### Task item
All lines holding the word "buttons" should be located in the records and copied.

### Dataset

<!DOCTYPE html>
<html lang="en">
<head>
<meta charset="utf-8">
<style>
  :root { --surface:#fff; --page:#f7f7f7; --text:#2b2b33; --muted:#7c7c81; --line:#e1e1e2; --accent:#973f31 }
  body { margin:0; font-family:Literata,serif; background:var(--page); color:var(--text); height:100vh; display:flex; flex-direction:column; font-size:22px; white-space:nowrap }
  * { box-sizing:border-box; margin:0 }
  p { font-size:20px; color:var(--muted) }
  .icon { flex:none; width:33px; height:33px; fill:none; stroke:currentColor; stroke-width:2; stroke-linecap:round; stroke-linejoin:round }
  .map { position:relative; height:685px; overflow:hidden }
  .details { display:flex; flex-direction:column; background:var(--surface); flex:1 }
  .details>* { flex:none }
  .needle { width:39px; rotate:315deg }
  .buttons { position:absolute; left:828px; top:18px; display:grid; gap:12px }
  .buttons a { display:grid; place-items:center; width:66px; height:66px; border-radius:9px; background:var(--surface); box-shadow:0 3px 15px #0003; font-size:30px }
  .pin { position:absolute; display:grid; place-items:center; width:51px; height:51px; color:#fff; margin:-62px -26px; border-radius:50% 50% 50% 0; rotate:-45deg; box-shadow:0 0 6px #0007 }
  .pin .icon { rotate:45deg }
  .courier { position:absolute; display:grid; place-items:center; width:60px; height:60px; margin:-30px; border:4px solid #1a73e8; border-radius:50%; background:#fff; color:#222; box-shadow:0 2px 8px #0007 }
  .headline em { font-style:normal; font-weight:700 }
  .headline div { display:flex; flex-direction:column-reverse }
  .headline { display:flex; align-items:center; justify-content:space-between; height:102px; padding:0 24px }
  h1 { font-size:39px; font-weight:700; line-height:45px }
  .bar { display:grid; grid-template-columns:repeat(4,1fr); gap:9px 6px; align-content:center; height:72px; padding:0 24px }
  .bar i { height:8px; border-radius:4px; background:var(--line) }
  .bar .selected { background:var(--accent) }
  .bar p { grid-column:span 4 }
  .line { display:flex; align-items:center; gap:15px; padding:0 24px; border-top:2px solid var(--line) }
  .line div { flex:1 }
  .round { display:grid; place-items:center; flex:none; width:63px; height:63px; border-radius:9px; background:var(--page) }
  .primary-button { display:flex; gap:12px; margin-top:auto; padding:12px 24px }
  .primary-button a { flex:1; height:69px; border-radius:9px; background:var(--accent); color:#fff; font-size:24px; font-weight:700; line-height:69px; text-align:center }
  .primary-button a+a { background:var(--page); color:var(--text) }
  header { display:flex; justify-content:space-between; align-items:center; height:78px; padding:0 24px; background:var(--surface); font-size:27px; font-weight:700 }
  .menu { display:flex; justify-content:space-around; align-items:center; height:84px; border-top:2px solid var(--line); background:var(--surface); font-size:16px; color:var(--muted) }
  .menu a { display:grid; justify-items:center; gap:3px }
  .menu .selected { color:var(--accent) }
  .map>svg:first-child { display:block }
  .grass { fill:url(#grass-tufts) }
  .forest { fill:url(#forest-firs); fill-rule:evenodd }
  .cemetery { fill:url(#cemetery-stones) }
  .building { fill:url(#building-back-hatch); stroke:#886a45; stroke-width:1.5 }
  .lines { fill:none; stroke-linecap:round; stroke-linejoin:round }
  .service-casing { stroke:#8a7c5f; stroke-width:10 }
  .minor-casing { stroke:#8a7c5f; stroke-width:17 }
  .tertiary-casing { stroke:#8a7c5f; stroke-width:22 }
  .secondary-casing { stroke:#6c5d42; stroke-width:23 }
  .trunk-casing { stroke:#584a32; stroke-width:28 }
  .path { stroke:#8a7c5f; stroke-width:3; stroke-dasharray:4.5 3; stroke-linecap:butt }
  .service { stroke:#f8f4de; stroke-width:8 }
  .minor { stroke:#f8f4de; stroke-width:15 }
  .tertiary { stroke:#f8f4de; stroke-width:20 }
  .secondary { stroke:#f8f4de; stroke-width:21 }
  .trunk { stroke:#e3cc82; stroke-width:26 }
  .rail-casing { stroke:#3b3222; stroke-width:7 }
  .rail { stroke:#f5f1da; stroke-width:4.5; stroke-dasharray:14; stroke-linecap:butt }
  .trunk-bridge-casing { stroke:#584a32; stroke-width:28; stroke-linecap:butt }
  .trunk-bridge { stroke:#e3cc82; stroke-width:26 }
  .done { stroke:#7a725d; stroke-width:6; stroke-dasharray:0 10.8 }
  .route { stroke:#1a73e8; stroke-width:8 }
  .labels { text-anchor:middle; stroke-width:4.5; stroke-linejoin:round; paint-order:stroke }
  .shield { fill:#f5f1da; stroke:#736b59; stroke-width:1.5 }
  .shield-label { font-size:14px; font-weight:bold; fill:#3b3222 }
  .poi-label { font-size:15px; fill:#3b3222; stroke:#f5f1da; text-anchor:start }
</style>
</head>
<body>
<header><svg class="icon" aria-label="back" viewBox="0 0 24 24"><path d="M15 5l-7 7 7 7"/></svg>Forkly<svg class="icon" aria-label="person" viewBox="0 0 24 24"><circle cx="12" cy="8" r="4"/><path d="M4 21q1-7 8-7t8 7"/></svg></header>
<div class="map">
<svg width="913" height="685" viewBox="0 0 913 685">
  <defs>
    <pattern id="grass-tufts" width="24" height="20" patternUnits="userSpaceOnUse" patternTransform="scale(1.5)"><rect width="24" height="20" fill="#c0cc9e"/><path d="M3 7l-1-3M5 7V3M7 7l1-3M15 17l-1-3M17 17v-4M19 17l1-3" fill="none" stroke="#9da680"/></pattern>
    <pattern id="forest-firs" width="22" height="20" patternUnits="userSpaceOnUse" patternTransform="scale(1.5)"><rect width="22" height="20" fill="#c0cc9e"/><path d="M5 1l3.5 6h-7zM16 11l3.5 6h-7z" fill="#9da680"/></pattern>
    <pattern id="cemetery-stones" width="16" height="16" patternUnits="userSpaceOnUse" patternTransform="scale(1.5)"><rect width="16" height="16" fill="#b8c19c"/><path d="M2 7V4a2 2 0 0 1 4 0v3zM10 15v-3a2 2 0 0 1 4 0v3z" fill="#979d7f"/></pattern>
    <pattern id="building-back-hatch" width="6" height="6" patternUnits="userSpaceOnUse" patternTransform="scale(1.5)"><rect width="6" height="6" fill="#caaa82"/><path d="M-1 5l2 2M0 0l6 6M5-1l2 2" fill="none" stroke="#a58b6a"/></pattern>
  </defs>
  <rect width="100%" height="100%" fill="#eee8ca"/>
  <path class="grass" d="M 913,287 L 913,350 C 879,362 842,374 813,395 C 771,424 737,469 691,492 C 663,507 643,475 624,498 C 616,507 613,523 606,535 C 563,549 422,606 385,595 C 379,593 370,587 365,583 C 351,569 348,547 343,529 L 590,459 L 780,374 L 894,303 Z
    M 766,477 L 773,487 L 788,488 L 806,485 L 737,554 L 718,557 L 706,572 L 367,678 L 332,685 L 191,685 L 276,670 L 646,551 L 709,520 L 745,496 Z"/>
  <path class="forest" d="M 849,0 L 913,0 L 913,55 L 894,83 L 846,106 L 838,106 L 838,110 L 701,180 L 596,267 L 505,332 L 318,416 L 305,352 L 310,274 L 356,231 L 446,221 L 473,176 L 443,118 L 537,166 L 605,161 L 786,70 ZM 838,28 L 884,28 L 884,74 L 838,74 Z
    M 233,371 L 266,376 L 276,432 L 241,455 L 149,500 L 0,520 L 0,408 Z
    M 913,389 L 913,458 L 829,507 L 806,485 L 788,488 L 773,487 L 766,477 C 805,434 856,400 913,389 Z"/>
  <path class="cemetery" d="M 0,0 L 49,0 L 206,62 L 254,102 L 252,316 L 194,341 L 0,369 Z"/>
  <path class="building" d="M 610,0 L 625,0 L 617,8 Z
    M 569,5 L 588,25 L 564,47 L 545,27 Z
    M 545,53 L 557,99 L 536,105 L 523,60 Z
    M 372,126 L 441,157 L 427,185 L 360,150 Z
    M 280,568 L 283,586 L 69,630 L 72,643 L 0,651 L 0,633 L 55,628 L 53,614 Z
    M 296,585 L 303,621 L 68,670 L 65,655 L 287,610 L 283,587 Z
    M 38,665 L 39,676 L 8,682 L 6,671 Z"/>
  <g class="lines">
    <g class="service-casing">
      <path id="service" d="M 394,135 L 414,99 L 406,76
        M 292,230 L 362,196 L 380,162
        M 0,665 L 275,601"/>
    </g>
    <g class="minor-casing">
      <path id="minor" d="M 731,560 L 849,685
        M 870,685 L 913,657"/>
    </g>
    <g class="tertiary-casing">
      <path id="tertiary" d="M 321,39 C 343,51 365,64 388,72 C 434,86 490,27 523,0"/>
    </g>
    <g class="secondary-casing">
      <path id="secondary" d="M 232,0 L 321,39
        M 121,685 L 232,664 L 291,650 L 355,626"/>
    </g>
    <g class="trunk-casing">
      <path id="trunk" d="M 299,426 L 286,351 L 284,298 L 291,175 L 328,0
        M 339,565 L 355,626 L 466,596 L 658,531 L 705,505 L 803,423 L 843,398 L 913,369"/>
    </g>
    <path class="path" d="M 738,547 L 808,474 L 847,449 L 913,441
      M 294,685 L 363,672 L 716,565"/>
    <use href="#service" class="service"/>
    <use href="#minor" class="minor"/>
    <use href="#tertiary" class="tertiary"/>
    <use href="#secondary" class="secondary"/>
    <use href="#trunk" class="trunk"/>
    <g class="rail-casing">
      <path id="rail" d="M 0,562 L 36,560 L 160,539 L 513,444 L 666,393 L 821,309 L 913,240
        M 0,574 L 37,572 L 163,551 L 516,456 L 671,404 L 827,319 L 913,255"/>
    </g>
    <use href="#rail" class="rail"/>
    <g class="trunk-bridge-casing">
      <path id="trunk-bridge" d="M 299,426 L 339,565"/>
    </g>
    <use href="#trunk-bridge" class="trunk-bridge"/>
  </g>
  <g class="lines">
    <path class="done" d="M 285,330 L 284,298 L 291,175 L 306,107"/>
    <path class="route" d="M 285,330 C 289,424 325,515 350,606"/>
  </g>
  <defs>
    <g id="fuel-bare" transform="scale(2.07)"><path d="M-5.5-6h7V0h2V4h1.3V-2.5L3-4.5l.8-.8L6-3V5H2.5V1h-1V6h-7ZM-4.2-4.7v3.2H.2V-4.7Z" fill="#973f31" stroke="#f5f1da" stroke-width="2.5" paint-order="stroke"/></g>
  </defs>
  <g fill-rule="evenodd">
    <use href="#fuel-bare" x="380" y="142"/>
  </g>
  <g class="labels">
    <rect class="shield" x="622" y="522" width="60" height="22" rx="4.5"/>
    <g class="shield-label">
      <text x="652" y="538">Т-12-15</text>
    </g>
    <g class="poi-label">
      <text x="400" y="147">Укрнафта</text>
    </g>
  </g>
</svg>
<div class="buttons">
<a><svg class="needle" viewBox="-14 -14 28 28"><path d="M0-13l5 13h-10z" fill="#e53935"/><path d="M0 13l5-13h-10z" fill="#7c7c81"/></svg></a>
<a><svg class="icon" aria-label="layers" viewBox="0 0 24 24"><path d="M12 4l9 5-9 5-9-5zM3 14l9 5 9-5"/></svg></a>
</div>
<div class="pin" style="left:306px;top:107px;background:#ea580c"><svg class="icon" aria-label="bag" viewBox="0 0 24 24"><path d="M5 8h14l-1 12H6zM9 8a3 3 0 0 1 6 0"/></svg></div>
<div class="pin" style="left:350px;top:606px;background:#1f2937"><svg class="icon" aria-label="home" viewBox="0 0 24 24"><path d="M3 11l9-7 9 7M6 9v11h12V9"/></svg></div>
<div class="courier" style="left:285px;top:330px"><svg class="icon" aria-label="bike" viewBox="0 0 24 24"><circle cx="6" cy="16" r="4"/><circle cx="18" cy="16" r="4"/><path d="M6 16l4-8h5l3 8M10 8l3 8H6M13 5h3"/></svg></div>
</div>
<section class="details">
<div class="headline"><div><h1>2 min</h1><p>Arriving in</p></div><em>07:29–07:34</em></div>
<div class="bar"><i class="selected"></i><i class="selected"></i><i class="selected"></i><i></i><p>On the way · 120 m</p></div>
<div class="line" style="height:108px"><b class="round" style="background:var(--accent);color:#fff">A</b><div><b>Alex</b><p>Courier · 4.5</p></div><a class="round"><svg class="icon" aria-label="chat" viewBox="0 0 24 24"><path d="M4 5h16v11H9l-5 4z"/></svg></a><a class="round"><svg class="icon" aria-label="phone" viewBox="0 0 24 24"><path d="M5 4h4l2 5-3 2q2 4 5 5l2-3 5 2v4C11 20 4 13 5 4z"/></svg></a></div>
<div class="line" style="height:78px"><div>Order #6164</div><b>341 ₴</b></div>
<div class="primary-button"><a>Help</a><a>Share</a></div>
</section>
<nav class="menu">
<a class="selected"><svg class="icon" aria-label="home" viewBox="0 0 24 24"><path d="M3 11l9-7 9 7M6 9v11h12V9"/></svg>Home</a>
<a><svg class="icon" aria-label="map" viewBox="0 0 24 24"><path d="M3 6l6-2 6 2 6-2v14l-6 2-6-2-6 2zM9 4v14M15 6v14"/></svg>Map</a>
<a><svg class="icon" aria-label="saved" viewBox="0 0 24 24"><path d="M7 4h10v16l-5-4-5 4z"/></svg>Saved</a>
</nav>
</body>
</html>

### Task solution
  .buttons { position:absolute; left:828px; top:18px; display:grid; gap:12px }
  .buttons a { display:grid; place-items:center; width:66px; height:66px; border-radius:9px; background:var(--surface); box-shadow:0 3px 15px #0003; font-size:30px }
<div class="buttons">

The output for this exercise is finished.